It is simply outrageous that I should have to subsidize others.  Yes, the schools are broke, but how is that my fault?  There is a ton a waste that goes on in each and every school.  Do students really need pointless handouts each and every day, especially since that information could easily be converted to .html and posted on the web (like this post!) for each and all to see.  But, the teachers don’t give a crap, because it is not their money!

The taxpayers share the blame as well.  They’d rather let the schools fall apart than raise their taxes.  To hell with education, I need that money for a Jet Ski!
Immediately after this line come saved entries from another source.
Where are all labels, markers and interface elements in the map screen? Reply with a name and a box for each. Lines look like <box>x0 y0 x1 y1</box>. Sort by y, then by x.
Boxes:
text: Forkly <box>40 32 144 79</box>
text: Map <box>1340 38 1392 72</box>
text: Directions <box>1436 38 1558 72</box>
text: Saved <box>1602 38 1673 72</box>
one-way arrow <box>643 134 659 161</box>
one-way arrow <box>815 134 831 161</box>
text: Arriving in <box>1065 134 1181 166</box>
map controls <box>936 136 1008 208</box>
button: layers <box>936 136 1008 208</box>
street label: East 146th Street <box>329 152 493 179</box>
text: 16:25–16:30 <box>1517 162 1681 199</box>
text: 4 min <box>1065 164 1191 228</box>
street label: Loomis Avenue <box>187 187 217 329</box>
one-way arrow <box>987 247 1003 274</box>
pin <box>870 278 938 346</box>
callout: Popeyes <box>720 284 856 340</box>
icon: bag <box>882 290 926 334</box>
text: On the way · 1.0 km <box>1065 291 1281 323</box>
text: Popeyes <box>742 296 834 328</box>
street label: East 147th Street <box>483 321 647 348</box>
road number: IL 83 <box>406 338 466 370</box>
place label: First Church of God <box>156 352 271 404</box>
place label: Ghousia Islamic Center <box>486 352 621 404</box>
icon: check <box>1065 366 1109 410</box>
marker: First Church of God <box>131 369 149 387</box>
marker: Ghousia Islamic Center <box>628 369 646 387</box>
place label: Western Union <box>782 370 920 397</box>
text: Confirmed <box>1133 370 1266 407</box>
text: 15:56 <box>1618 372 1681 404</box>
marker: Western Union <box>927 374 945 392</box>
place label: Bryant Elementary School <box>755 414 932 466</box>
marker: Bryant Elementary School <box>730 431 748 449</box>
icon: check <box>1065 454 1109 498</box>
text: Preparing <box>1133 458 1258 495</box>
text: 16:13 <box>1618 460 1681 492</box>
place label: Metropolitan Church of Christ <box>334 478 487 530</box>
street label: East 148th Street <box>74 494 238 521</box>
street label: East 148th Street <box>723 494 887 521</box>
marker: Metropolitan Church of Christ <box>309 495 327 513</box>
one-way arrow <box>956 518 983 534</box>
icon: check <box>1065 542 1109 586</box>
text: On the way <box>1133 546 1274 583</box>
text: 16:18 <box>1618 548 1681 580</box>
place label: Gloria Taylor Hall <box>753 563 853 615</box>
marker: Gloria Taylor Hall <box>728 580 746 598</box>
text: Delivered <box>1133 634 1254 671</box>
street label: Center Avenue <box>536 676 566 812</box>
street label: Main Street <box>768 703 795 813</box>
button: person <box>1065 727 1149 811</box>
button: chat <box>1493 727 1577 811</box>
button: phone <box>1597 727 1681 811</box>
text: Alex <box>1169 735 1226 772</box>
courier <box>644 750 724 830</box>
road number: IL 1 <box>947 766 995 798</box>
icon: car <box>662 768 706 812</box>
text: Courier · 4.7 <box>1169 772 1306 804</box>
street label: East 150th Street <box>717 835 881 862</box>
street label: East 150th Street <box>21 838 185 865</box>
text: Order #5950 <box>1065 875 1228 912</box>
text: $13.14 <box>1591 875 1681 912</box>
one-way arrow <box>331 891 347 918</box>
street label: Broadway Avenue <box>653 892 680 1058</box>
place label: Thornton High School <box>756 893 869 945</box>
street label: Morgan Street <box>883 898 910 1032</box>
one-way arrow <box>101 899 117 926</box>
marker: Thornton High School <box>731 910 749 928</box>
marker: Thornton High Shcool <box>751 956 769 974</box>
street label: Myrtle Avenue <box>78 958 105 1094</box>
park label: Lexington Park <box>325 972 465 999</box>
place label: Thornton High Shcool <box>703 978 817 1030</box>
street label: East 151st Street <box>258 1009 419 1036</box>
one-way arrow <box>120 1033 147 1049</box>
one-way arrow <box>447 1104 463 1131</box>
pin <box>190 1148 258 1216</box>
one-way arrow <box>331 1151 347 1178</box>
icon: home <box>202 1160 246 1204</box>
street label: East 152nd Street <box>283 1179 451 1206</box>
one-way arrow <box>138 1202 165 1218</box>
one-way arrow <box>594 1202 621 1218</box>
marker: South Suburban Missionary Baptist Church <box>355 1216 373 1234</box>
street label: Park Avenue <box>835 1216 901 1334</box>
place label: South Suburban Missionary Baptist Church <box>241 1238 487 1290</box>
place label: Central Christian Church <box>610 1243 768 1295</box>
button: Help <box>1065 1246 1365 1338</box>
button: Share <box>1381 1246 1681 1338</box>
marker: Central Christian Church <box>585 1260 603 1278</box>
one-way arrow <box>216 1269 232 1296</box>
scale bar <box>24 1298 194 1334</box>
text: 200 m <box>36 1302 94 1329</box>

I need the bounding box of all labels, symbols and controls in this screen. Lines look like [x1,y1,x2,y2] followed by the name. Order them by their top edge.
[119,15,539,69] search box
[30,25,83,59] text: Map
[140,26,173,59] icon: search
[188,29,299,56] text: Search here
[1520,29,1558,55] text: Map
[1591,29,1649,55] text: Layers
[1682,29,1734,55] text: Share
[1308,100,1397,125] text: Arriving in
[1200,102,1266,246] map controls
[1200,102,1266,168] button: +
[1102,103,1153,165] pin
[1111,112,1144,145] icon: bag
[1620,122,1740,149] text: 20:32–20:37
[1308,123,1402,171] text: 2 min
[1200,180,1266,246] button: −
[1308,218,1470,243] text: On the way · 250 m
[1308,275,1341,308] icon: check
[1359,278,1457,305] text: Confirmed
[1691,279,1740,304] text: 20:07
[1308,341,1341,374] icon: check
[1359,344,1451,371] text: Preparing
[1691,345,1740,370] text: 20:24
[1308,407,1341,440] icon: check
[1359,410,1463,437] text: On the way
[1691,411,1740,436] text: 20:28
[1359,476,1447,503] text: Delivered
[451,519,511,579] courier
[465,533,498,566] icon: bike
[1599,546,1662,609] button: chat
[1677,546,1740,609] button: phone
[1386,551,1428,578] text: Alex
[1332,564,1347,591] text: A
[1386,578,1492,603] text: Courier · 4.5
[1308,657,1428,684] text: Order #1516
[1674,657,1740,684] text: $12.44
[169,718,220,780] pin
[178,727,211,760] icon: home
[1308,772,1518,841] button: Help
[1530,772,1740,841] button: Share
There just seems something terribly wrong with a system where the parents are forced to subsidize the bad decisions of others.  Do you like it?  Then welcome to the World of Obama!  If our wonderful POTUS has his way, we will have a country where government spending knows no bounds, where the dredge of society are subsidized on the backs of the decent working folks…

I’ve Created A Stink…

Tuesday, August 4th, 2009

As I am prone to do, I express an opinion and I hurt feelings and open a can of worms.  Unfortunately, my recent post about my disappointed at my upcoming reunion did just that.

Let me just state for the record that I applaud the hard work that some of my brothers put into organizing this reunion.  That was a heavy load to carry, and they didn’t have to do it, but they did.  For free.  Because they felt it was the right thing to do.  And I applaud each and every one of you!

Okay, now to my feelings.  As one of the committee told me, I shouldn’t think of it as a bowling party but rather a party at a really cool bar with bowling lanes attached.  And an excellent buffet, too!  My issues are thus. 

 First, neither V nor I drink, so we really don’t do the “bar” scene.  In fact, I can’t remember the last time I stepped into a bar.  In 2009, I think I’ve had two drinks, and V has had only one, and both of us regretted it, as alcohol doesn’t agree with either of us.  Not only does it not agree, it argues with us and verbally abuses us and then takes us out in the alley and leaves our bloody carcasses in a crumpled heap.  So paying money for unlimited booze doesn’t do anything for me.

Second, good buffets are indeed delicious, unless you have a colon that has told you not to eat buffets.  I try to avoid buffets whenever I can, because it is not fun having to find the first available john 30 minutes or so after you eat.  You can ask my mother about that one.  (Hamburgers, except McDonald’s and Steak’n'Shake, have that same effect…)  On two of my January eastward odysseys that Mom was my traveling companion, we had to quickly find a john not much after eating.  The first time it was a Big Boy hamburger that did it.  The second time it was a buffet.  The second time was so intestine wrenching that we had to stop for the night in the middle of nowhere, Kentucky.  Ah, fun memories!

Golden Corral has the same effect.  I can pretty much guarantee that unless I am very selective about what I eat at a Golden Corral, I have to drive like Speed Racer to get home in time.  And Golden Corral is only three miles away!  Chinese buffet?  I don’t think so.  The only Chinese place I eat at is one with a Mongolian grill, where they cook it fresh right in front of me.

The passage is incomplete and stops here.